[Opening PROVIDED DATA section]

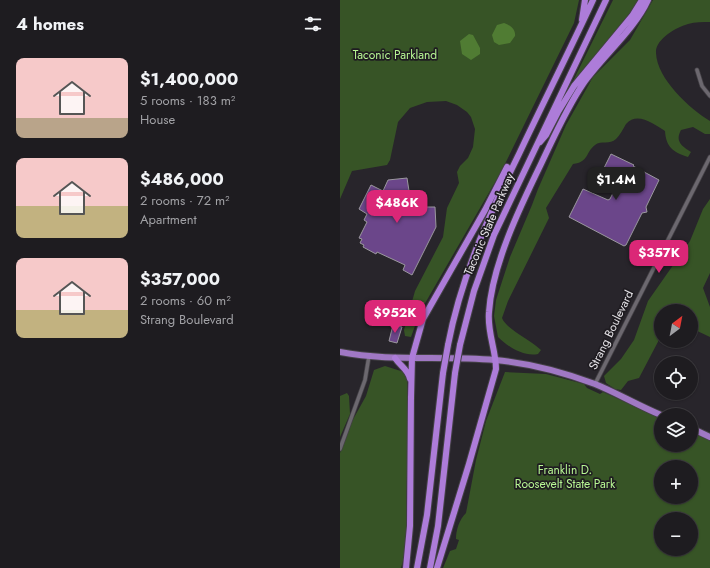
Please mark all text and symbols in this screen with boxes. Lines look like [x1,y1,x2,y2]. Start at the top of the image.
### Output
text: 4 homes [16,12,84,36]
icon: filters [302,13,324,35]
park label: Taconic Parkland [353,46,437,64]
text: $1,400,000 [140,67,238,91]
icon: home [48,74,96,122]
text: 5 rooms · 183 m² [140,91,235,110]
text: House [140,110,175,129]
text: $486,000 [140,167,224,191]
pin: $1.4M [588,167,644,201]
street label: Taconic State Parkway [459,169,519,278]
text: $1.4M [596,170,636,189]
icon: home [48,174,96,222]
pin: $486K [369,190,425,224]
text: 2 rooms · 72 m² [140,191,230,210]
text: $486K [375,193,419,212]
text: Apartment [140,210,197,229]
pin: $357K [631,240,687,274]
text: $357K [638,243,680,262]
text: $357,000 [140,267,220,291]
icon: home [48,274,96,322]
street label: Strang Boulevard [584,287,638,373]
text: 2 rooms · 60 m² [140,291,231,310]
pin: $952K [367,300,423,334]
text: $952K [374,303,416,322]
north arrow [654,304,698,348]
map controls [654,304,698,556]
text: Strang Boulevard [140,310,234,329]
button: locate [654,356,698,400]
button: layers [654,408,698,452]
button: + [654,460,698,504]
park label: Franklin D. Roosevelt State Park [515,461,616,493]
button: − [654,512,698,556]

[Closing PROVIDED DATA section]
[Opening PROVIDED DATA section]

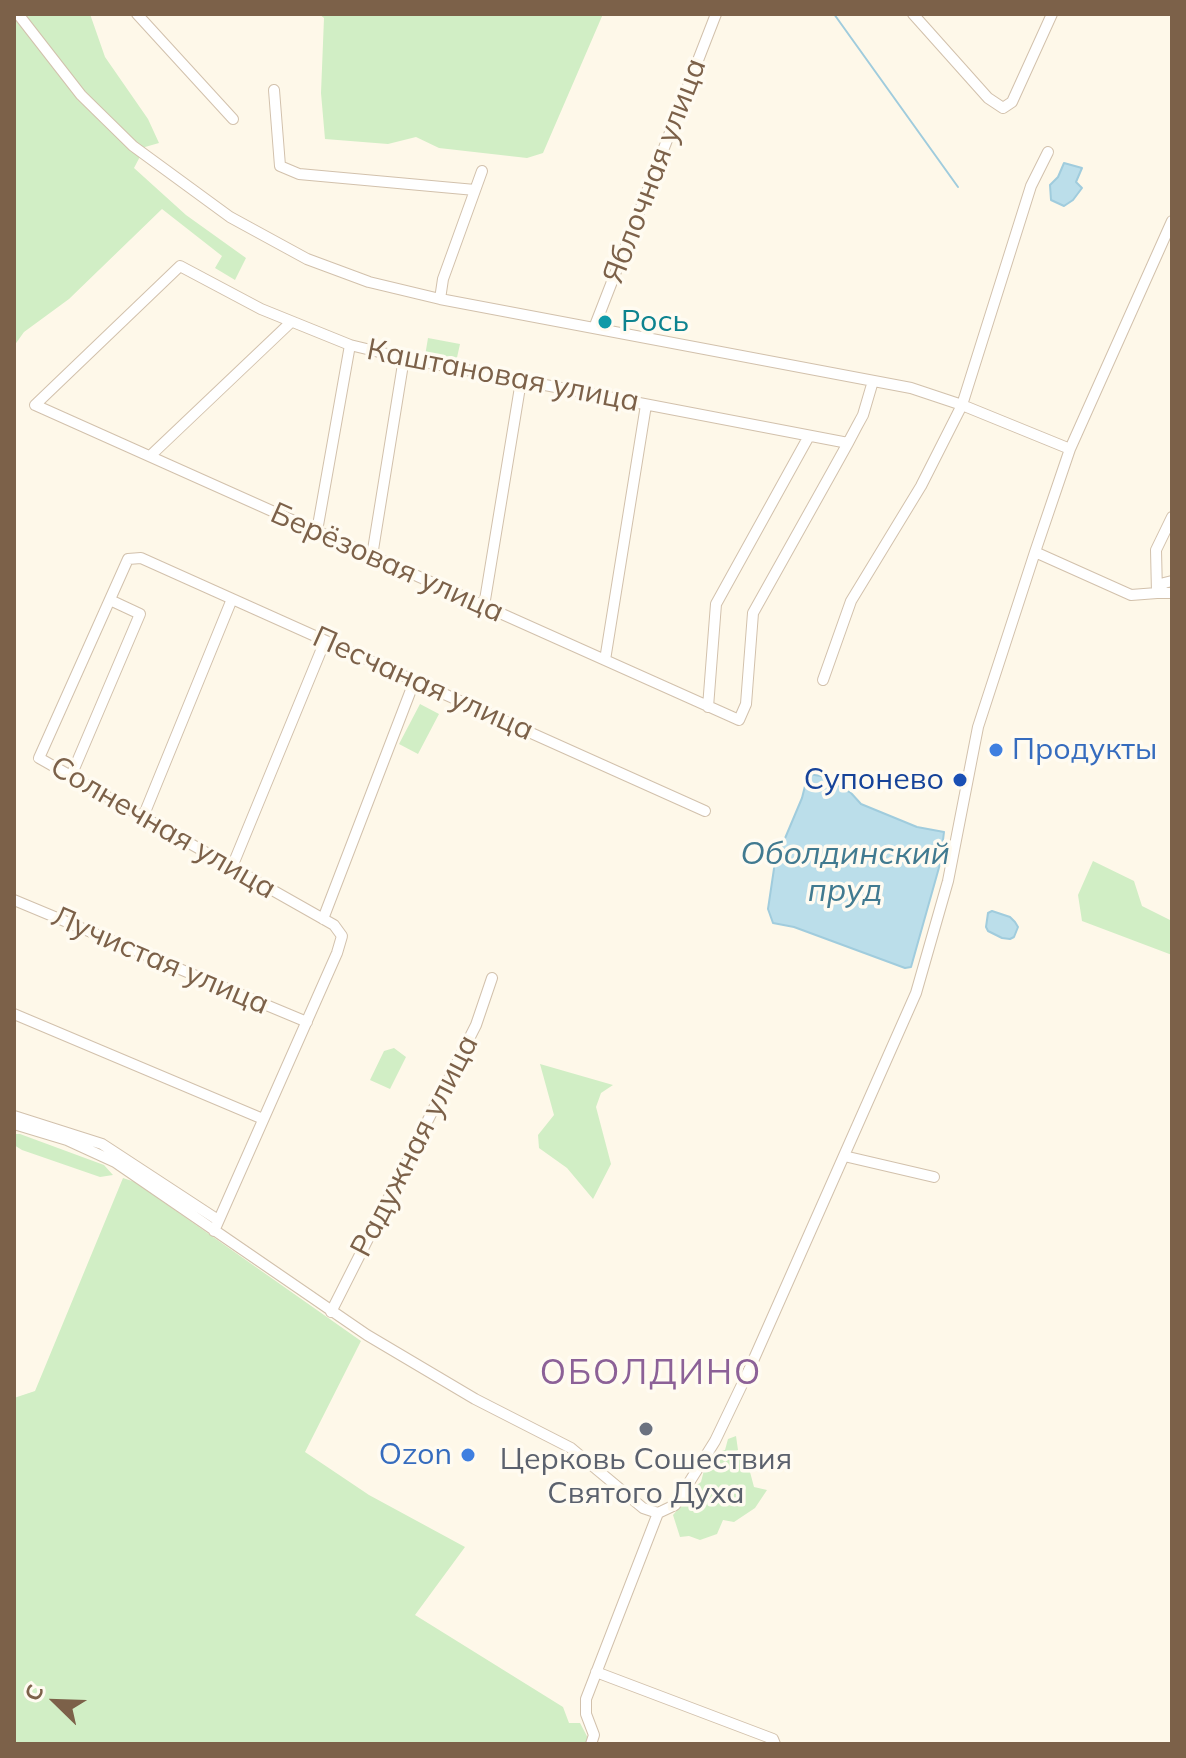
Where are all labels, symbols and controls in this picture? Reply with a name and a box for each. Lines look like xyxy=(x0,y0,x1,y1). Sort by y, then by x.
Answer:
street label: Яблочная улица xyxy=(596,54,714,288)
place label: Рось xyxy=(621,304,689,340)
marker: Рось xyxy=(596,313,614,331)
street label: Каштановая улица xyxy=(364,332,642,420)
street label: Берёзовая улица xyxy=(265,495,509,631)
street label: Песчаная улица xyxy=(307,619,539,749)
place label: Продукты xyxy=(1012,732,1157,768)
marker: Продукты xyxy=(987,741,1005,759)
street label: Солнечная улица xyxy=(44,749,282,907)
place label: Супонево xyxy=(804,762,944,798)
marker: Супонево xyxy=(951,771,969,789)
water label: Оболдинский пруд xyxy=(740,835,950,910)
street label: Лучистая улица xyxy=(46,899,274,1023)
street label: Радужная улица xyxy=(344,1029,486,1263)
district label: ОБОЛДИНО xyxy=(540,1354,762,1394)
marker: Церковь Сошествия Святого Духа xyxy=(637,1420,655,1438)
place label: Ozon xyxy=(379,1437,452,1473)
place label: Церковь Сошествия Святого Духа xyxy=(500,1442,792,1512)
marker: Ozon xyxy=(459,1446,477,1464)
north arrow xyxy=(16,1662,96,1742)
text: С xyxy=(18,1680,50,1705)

[Closing PROVIDED DATA section]
[Opening PROVIDED DATA section]

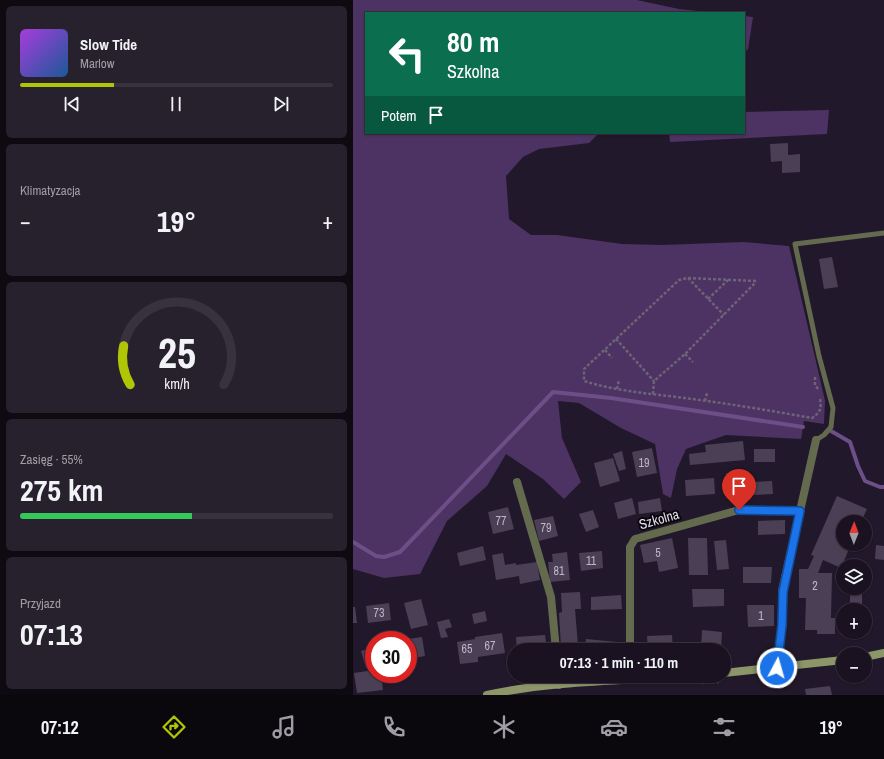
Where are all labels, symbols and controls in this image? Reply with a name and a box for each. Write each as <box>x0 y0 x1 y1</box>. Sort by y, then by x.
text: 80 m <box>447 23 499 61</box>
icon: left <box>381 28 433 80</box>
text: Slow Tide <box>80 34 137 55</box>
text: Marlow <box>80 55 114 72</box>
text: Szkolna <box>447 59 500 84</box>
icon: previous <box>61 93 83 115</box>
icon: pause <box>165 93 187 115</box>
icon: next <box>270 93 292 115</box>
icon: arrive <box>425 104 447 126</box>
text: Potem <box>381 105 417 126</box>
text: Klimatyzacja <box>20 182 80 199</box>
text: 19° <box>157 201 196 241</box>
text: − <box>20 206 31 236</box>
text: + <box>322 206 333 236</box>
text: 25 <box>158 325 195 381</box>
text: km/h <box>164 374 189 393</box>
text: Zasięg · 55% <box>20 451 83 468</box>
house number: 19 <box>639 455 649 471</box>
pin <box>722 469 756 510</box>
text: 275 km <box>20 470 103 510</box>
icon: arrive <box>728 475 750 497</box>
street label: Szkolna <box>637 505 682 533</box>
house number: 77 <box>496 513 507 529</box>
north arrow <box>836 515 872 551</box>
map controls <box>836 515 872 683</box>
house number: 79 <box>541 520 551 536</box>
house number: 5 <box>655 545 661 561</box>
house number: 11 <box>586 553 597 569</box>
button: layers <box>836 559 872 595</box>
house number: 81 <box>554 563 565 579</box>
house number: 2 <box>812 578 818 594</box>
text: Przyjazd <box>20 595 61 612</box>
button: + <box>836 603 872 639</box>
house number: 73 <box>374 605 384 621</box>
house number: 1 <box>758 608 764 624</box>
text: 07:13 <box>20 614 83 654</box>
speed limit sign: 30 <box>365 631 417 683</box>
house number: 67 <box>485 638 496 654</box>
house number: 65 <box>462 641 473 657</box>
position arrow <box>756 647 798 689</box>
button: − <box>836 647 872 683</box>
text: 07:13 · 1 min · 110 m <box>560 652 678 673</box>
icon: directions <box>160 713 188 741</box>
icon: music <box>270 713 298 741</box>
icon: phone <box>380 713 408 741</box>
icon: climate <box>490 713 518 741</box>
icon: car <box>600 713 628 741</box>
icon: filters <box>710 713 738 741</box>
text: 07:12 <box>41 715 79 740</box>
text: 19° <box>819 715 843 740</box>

[Closing PROVIDED DATA section]

• REQUIREMENT: From the entries above, collect every line with the string "Lines" in it.

• WRITTEN SOLUTION:
Please mark all text and symbols in this screen with boxes. Lines look like [x1,y1,x2,y2]. Start at the top of the image.
Where are all labels, symbols and controls in this picture? Reply with a name and a box for each. Lines look like xyxy=(x0,y0,x1,y1). Sort by y, then by x.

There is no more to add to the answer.